Documenting the glacial cycle in a temperate southeastern Alaska fjord
by Kathleen McCoy |
Dr. Bryce A. Willems, assistant professor with UAA's Department of Geological Sciences, is currently studying Hubbard Glacier, North America's largest tidewater glacier. According to the Field Notes blog on the Polar Field Services newsletter, "Unlike most glaciers, which have thinned and retreated during the last century, Hubbard Glacier is thickening and advancing. In the last 25 years, the Hubbard has twice advanced to close off the narrow gap between Russell Fiord and Disenchantment Bay, creating the largest glacier-dammed lake in North America, Russell Lake.
"During both damming events, in 1986 and 2002, flow out of Russell Fiord slowed long enough to raise water levels and significantly decrease water salinity, threatening the fiord's sea life. In 1986, water levels behind the dam rose 25 meters. In both cases, large floods rolled into Disenchantment Bay when the dam finally broke.
"If Hubbard Glacier continues advancing, Russell Fiord could become dammed again. Although the last two dams broke within one season, they managed to raise water levels behind the dam to dangerous levels in a very short period of time, creating the largest glacial-lake outburst floods ever recorded. If another dam forms, Russell Lake could overflow backwards and flood westward down the Situk River valley, threatening a vital fresh-water ecosystem and possibly submerging the Yakutat airport."
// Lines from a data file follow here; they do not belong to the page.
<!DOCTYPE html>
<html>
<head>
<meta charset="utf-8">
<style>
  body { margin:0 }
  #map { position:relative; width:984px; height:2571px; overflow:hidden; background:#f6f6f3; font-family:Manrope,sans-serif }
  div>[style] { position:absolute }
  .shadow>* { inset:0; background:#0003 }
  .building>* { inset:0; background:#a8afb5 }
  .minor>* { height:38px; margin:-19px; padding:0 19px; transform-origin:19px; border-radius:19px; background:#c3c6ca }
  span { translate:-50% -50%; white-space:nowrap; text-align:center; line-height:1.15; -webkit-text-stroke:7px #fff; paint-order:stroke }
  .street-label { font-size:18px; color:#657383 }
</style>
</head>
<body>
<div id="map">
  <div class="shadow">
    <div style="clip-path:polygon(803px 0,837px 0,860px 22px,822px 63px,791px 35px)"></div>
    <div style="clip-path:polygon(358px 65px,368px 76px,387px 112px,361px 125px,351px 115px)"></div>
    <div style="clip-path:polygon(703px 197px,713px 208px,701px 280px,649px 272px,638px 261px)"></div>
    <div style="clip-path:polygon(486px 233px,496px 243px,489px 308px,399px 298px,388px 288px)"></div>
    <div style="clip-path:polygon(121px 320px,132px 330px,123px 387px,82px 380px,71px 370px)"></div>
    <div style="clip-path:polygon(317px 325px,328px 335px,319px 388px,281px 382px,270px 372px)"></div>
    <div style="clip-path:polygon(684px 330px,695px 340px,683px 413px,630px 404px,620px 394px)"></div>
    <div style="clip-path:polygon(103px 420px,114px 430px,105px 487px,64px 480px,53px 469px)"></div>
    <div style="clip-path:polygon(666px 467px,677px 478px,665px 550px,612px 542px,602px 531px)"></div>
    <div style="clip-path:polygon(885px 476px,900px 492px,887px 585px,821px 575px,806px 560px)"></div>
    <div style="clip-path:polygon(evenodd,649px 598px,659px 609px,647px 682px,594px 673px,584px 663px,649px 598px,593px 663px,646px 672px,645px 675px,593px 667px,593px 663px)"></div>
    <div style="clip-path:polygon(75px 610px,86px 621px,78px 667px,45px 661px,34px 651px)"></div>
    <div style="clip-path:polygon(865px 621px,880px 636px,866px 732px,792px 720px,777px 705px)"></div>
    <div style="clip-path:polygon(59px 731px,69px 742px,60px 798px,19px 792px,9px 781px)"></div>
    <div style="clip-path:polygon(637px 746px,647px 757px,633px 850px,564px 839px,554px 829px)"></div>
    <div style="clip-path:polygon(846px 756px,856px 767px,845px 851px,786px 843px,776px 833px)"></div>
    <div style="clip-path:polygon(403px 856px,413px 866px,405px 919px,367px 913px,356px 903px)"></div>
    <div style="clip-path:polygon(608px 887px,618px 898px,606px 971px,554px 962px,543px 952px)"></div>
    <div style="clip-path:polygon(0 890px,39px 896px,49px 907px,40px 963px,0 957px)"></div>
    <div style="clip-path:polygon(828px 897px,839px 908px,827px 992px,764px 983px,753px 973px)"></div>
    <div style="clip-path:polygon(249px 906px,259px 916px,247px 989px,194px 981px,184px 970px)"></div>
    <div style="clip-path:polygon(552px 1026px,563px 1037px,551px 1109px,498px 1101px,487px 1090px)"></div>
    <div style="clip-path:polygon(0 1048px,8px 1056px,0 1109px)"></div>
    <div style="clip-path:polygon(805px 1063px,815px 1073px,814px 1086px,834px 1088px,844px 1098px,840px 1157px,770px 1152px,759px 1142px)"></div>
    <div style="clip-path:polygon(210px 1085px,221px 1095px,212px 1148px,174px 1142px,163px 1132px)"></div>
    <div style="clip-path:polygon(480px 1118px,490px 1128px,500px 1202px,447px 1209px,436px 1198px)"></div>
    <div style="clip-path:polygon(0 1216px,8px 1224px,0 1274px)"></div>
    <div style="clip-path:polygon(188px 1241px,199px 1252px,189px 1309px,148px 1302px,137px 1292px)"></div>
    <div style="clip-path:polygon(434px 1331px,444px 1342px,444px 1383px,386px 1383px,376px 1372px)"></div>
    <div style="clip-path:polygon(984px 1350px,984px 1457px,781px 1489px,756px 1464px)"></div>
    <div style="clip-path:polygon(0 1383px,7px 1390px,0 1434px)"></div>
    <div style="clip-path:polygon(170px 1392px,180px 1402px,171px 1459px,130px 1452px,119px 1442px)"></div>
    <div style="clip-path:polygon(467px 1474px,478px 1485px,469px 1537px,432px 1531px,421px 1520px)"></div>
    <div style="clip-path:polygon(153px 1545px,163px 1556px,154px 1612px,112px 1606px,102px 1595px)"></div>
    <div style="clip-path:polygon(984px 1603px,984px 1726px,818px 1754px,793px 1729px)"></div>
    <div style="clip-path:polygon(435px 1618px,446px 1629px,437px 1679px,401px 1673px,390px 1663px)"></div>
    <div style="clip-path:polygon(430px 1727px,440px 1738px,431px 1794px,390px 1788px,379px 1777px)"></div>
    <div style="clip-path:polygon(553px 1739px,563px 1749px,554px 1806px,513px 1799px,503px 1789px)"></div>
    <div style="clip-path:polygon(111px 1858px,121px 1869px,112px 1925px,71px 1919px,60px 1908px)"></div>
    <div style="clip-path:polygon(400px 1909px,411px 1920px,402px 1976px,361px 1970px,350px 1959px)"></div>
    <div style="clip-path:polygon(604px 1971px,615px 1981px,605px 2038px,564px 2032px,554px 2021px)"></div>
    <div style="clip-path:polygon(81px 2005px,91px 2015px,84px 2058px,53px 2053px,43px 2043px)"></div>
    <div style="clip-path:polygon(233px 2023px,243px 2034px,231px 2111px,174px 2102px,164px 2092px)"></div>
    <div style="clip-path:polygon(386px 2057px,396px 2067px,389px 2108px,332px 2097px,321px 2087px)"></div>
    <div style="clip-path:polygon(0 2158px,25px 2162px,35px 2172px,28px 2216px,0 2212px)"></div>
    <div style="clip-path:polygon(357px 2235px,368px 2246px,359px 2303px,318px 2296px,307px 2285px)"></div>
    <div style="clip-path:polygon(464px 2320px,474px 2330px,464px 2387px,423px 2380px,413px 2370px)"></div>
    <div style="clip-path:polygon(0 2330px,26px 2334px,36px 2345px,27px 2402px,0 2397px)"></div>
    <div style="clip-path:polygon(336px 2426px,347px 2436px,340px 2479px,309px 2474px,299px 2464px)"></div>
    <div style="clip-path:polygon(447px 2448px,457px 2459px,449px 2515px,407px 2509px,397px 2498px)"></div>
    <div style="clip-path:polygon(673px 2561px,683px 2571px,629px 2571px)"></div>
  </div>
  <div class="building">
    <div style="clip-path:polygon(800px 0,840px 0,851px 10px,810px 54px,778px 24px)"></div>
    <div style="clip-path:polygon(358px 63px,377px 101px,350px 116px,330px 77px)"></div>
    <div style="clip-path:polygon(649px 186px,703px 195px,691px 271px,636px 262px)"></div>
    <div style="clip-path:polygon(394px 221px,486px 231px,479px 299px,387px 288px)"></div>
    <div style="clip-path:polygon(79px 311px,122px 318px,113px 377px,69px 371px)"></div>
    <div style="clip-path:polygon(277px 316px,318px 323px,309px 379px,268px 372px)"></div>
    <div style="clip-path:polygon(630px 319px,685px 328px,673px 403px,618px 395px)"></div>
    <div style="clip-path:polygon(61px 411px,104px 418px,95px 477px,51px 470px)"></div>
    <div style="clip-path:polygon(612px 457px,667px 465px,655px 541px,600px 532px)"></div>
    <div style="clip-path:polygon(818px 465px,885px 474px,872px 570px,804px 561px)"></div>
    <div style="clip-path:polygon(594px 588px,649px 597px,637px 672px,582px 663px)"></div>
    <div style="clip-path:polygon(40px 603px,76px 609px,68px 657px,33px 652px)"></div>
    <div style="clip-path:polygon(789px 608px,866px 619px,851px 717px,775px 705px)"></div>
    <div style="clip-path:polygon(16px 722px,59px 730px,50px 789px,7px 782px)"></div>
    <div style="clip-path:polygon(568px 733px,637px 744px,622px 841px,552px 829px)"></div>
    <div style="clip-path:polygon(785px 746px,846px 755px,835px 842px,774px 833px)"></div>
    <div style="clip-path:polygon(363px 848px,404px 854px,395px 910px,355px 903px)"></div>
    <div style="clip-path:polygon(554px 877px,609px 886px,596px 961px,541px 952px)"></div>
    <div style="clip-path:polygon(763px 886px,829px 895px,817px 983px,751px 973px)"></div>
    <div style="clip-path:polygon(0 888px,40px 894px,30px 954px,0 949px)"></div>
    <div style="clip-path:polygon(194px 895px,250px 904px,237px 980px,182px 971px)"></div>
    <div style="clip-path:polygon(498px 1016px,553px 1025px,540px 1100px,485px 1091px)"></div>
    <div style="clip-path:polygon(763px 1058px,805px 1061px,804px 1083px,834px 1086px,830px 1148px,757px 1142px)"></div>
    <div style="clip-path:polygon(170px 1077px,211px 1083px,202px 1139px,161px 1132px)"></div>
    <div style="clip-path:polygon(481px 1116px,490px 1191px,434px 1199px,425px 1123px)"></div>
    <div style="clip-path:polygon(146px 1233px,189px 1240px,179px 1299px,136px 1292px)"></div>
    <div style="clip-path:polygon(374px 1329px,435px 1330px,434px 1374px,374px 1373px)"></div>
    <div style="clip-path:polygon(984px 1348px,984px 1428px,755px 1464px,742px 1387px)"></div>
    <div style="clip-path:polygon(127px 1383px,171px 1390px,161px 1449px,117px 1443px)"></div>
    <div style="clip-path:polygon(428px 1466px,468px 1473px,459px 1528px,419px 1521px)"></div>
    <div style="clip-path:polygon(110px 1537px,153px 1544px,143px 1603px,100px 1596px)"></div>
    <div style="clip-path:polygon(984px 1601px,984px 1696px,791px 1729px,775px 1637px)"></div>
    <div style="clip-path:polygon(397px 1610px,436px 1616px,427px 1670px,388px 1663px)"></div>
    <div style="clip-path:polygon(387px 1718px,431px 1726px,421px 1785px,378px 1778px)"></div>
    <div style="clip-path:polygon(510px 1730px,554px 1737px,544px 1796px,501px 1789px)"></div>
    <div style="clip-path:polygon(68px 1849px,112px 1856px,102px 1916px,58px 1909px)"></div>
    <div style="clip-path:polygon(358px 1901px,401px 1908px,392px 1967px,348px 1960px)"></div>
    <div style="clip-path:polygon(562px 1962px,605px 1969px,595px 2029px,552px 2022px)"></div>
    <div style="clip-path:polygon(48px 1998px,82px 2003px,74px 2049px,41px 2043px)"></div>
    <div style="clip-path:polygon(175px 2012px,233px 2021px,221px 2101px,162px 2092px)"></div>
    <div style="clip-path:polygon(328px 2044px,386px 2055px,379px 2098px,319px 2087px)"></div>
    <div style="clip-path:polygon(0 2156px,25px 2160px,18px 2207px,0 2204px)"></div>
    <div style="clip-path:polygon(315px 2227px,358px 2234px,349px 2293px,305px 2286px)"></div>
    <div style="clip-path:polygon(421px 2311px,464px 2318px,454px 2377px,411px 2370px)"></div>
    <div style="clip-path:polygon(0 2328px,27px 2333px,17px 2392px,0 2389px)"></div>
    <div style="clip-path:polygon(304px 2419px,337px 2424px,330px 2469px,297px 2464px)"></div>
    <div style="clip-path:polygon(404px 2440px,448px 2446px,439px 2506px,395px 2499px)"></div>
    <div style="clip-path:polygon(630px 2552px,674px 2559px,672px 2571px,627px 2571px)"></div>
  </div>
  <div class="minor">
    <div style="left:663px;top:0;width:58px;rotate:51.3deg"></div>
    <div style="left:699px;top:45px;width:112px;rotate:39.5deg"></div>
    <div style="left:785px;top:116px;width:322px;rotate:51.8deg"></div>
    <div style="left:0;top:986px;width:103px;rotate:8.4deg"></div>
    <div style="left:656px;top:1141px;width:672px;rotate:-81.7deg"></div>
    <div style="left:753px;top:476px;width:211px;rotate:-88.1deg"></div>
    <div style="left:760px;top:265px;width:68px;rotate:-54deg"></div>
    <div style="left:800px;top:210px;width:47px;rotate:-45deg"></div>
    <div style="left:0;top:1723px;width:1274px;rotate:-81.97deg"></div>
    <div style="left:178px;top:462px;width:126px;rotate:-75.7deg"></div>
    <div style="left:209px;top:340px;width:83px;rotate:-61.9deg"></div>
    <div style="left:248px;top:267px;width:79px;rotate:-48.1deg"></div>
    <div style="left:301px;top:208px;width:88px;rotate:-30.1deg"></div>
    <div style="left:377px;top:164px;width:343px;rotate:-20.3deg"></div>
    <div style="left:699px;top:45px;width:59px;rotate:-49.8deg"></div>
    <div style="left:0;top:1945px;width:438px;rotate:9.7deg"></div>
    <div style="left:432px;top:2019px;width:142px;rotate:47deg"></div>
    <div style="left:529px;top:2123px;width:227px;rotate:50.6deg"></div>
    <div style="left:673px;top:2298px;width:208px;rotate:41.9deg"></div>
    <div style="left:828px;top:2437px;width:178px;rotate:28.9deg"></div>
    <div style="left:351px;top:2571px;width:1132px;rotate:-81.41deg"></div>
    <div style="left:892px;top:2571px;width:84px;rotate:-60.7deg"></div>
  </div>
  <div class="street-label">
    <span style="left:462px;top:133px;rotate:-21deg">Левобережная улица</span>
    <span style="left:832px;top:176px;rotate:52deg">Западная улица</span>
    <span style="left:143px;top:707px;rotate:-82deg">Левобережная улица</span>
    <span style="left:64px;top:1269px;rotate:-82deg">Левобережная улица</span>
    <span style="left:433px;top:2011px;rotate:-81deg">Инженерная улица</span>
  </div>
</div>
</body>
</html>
While still affiliated with the Department of Geology and Environmental Sciences, and Analytical Center for Climate and Environmental Change at Northern Illinois University, Willems co-authored the article Fjords as temporary sediment traps: History of glacial erosion and deposition in Muir Inlet, Glacier Bay National Park, southeastern Alaska that was published in the Geological Society of America Bulletin 2010, v. 122. The full article was also published online and can be read here.
According to the article, "Most glaciers in Alaska are currently thinning, and their termini are in retreat. In Glacier Bay, this retreat began at the end of the Little Ice Age (LIA) and opened up an extensive, bifurcated fjord system in less than 250 years. The eastern arm of this system, Muir Inlet, is a deep, narrow fjord containing 10 basins separated by bedrock sills, some of which are buried below younger fjord-floor sediment. Muir Glacier has a well-documented historical retreat beginning with observations of the ice cliff by John Muir and ending when it became grounded as a terrestrial terminus in 1993... the early history of glacial fluctuations is not well preserved in coastal Alaska because most glaciers reached their greatest Holocene extent in the LIA, destroying earlier evidence.
"Muir Inlet is an ideal natural laboratory because extant tidewater glaciers have allowed us to directly observe sedimentary processes and quantify rates of debris transfer to the fjord. The retreat of Muir Glacier and associated migration of the active depocenter through the silled fjord basins is documented at nearly annual resolution for over 110 years. These data allow us to interpret the glacial history and calculate the sediment flux from high-resolution, seismic-reflection profiles of the fjord basin fill with a high degree of certainty."